(Collected data)
------------------------------------------------

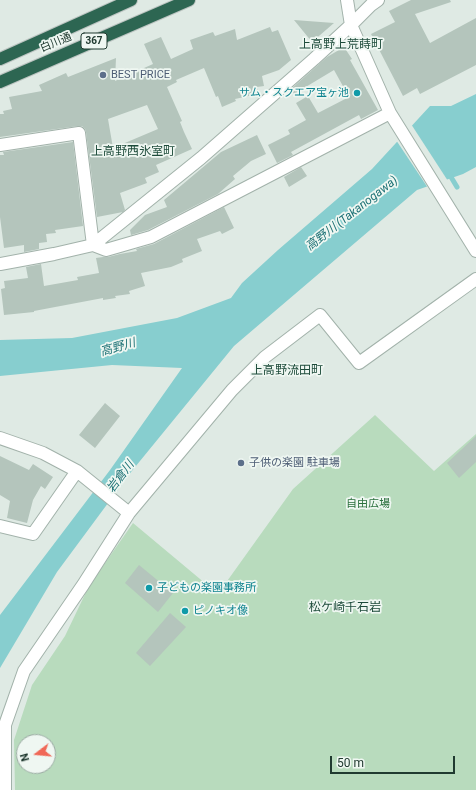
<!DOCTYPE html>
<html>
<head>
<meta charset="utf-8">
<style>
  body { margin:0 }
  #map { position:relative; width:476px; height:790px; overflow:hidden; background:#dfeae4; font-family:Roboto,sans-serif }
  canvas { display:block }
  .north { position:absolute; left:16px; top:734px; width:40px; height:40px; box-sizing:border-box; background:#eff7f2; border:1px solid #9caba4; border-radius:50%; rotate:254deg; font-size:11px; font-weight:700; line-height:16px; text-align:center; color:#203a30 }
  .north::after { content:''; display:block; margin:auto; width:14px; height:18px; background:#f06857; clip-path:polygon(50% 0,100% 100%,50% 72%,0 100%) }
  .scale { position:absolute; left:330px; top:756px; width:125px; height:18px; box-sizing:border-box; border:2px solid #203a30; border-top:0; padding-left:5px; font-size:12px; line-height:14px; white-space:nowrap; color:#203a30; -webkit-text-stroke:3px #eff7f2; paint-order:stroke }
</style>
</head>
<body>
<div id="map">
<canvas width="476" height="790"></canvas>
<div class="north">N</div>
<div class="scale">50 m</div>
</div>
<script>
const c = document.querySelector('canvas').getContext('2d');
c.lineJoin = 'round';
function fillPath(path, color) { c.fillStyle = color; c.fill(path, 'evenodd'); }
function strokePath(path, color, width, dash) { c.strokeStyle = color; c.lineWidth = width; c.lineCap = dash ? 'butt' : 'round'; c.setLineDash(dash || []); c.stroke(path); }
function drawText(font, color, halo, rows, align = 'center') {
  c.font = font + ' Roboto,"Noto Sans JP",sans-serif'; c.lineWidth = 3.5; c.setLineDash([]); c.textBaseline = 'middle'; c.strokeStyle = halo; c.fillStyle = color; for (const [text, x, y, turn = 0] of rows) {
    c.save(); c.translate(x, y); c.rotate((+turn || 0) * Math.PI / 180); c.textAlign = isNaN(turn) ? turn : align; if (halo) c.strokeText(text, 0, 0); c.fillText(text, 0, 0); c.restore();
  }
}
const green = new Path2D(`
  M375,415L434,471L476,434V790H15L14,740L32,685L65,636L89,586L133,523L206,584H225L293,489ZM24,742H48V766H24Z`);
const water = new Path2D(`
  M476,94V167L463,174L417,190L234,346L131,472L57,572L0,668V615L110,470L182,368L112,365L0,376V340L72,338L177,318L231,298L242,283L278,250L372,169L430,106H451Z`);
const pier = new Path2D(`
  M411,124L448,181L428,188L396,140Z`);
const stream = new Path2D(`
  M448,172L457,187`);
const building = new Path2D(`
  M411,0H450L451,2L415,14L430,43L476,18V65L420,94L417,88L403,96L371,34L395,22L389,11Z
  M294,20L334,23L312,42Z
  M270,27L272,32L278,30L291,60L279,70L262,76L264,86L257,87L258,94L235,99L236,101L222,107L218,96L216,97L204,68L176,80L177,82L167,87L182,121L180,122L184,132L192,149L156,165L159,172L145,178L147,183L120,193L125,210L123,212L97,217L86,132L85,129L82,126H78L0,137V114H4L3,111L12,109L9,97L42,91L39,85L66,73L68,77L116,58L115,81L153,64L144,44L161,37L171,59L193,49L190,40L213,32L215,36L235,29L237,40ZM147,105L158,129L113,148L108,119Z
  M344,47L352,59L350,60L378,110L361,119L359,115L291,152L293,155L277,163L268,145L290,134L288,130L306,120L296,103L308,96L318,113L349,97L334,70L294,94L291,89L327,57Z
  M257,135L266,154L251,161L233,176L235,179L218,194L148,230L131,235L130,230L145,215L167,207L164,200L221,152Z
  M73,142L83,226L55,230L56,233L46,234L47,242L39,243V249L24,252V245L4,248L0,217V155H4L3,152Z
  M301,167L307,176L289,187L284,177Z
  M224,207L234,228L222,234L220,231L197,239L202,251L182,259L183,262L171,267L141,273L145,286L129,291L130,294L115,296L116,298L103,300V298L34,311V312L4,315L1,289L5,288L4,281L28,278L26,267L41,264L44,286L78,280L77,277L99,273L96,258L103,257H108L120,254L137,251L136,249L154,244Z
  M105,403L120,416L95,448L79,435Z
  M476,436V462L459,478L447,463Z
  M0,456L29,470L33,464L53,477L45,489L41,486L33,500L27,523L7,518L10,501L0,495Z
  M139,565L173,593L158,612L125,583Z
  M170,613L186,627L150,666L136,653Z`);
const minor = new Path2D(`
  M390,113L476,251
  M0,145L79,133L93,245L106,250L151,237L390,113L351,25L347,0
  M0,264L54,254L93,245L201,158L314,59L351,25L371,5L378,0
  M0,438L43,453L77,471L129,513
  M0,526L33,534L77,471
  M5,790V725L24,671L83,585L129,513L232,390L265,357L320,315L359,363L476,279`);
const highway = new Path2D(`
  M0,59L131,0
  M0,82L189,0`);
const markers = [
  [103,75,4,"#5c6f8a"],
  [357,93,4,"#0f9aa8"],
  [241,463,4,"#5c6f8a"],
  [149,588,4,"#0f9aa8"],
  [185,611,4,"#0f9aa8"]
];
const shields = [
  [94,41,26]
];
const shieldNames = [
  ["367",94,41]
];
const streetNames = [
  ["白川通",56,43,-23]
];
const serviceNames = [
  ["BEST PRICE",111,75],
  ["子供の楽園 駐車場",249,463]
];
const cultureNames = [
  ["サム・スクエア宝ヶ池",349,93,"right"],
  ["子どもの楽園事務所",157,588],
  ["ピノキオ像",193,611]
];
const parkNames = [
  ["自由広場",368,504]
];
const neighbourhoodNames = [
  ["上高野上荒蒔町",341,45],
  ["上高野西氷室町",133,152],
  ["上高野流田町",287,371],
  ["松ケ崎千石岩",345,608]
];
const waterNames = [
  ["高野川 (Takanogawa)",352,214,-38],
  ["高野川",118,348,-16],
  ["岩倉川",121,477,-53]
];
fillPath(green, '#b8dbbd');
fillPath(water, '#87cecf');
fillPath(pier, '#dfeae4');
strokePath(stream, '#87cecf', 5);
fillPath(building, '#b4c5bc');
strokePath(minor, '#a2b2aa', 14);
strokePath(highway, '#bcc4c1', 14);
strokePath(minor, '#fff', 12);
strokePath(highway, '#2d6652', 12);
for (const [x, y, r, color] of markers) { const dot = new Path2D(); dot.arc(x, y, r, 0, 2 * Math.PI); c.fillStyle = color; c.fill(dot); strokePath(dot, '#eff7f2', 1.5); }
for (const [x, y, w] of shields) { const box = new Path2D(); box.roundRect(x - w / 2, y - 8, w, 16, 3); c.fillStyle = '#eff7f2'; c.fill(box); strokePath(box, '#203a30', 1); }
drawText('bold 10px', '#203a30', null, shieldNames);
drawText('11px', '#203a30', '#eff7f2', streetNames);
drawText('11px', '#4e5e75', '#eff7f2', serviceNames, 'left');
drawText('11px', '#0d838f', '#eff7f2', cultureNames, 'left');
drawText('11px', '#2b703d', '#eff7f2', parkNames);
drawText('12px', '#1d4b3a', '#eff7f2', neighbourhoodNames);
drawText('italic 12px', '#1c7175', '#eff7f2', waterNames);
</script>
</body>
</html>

------------------------------------------------

- Directions: Copy each line of the records above that carries the word "lineWidth".

- Worked solution:
function strokePath(path, color, width, dash) { c.strokeStyle = color; c.lineWidth = width; c.lineCap = dash ? 'butt' : 'round'; c.setLineDash(dash || []); c.stroke(path); }
  c.font = font + ' Roboto,"Noto Sans JP",sans-serif'; c.lineWidth = 3.5; c.setLineDash([]); c.textBaseline = 'middle'; c.strokeStyle = halo; c.fillStyle = color; for (const [text, x, y, turn = 0] of rows) {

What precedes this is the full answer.